Start of SUPPLIED DATA

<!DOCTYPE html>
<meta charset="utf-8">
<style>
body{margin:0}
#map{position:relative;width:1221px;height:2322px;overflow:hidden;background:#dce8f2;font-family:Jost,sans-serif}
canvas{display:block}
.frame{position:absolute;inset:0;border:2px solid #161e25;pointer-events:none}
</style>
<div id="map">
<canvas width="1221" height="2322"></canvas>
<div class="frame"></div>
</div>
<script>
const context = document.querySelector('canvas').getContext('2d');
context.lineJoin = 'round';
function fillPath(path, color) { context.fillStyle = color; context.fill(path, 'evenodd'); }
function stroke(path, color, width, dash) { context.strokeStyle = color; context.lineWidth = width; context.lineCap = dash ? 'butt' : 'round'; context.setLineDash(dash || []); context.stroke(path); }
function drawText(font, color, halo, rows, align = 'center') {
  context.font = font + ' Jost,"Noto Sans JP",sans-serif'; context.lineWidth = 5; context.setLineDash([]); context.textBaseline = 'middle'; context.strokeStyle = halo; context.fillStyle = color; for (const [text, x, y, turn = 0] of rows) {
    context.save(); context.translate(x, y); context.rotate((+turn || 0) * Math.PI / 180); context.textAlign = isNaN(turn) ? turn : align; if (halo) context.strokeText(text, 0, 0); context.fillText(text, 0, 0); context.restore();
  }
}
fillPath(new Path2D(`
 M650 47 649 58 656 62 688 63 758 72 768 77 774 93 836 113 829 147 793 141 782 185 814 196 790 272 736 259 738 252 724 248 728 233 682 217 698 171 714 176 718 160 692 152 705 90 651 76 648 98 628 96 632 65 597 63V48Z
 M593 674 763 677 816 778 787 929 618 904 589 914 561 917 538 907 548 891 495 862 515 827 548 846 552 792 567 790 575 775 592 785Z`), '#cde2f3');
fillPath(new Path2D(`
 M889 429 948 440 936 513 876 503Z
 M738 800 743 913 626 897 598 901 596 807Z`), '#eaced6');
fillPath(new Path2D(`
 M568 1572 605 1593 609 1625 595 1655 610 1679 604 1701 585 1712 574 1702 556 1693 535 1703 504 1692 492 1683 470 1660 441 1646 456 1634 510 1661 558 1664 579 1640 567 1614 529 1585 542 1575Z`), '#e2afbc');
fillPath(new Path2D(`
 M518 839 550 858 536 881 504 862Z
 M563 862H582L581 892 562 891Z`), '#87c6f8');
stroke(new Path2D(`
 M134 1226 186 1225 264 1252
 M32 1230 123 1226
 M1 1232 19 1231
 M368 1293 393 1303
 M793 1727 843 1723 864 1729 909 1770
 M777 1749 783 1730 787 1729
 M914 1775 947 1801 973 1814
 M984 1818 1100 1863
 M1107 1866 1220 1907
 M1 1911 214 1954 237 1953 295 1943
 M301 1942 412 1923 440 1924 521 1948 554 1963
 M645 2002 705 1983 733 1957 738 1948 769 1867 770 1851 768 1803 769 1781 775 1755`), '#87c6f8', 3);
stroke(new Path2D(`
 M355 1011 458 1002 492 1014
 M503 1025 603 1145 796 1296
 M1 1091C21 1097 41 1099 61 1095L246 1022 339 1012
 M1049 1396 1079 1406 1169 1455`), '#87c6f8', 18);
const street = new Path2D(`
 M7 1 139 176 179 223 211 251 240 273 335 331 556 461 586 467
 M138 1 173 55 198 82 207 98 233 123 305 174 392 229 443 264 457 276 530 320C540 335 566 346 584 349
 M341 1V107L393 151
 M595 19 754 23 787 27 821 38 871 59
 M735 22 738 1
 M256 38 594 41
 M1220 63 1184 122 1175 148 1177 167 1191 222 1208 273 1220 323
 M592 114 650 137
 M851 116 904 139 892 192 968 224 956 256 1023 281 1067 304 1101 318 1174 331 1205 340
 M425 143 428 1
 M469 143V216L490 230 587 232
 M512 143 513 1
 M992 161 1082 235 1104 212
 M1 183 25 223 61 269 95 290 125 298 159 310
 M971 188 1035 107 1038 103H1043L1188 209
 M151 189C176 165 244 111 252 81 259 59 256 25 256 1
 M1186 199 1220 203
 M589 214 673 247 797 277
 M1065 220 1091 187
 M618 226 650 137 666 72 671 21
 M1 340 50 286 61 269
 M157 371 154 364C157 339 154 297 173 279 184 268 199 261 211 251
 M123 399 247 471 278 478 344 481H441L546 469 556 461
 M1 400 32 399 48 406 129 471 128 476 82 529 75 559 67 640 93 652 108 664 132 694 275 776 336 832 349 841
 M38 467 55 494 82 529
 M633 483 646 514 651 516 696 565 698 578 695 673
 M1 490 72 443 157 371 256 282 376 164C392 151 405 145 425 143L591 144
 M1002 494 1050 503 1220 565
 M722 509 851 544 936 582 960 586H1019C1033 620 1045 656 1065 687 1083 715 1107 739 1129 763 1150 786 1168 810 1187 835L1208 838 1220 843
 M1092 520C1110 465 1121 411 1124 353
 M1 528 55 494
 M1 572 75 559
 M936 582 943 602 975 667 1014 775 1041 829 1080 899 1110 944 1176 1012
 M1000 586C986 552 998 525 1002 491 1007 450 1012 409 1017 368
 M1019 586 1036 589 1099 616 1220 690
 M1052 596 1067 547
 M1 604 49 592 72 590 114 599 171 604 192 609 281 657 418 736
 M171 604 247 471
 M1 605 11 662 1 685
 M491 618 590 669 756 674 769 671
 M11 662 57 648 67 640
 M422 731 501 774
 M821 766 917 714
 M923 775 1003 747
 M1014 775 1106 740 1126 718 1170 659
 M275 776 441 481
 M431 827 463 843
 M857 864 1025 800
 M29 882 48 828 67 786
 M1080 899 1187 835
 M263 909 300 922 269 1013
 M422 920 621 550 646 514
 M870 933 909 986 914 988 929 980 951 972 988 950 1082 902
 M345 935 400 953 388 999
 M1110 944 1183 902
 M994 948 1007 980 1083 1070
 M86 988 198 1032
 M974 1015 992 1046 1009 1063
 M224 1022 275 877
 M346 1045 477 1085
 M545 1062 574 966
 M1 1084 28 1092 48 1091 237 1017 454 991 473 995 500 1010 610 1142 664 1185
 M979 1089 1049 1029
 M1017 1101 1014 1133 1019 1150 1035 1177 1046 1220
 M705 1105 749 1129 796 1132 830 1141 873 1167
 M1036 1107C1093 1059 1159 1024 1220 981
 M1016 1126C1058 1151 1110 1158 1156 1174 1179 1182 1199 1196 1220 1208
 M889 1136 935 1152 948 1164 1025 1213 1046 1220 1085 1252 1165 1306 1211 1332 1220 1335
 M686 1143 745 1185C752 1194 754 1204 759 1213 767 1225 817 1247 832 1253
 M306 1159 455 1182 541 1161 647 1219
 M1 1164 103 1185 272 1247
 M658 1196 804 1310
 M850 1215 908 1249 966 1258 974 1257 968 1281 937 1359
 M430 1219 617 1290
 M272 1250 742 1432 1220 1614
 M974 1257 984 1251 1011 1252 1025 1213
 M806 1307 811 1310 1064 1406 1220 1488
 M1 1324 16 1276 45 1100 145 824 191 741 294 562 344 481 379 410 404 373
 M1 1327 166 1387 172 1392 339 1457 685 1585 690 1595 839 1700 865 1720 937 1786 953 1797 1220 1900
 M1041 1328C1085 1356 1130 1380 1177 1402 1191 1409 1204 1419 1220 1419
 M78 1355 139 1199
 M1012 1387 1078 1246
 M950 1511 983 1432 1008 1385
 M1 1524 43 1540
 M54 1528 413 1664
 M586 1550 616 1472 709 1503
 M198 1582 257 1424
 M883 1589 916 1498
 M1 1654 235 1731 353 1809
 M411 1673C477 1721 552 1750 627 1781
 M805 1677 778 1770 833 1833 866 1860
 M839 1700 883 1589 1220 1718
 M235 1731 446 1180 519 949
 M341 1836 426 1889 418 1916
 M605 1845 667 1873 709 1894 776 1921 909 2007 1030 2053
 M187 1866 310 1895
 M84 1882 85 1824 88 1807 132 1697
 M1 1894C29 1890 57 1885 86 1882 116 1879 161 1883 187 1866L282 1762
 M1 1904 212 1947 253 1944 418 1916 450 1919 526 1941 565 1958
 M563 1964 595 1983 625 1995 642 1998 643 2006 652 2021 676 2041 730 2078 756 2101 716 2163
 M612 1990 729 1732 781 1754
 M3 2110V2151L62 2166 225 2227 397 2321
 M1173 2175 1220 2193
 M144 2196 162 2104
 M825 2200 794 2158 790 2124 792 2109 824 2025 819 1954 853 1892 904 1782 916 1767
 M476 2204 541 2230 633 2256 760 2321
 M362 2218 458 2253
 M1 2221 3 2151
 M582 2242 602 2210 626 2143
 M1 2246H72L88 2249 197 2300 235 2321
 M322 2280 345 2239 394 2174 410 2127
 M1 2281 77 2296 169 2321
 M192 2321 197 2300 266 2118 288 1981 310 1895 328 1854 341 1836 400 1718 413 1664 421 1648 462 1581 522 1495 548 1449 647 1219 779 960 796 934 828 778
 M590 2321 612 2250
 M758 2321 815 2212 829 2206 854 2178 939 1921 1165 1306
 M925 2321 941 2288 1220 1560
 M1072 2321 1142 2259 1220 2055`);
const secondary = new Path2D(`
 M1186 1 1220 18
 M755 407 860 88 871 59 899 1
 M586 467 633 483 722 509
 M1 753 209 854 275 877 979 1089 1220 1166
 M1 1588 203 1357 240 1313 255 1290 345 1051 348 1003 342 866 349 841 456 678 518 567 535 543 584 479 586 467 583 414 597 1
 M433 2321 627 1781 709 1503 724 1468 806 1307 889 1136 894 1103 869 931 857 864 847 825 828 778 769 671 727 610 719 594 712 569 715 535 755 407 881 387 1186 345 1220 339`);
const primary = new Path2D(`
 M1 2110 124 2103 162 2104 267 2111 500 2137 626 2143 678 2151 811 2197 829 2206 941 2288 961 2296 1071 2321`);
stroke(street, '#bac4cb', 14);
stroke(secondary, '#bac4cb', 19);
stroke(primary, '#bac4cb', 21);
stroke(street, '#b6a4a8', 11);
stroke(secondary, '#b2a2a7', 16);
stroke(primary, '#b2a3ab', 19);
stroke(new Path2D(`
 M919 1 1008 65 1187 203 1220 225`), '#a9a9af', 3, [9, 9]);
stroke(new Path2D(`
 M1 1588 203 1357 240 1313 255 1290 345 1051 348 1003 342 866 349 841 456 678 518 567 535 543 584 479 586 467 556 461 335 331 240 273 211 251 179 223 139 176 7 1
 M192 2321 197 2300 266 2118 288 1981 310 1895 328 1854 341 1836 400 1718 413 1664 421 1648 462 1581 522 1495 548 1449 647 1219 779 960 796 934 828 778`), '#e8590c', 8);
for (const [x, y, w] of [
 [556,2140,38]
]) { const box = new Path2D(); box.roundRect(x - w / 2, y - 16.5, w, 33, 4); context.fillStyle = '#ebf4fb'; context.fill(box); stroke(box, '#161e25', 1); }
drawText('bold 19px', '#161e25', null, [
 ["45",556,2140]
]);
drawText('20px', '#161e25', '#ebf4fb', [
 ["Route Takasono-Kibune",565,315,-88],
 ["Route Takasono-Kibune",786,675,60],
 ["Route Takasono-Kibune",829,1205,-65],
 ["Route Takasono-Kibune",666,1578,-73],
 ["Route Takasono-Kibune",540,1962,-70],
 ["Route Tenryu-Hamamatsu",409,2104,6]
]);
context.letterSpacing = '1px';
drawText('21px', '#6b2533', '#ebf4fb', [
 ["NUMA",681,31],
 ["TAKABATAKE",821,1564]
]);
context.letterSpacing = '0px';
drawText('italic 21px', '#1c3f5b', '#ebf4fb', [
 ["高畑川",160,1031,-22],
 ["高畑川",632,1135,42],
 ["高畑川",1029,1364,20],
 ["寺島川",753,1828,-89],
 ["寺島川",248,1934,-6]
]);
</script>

End of SUPPLIED DATA

The answer should consist of every line above in which "strokeStyle" appears.

**RESPONSE BOX**
function stroke(path, color, width, dash) { context.strokeStyle = color; context.lineWidth = width; context.lineCap = dash ? 'butt' : 'round'; context.setLineDash(dash || []); context.stroke(path); }
  context.font = font + ' Jost,"Noto Sans JP",sans-serif'; context.lineWidth = 5; context.setLineDash([]); context.textBaseline = 'middle'; context.strokeStyle = halo; context.fillStyle = color; for (const [text, x, y, turn = 0] of rows) {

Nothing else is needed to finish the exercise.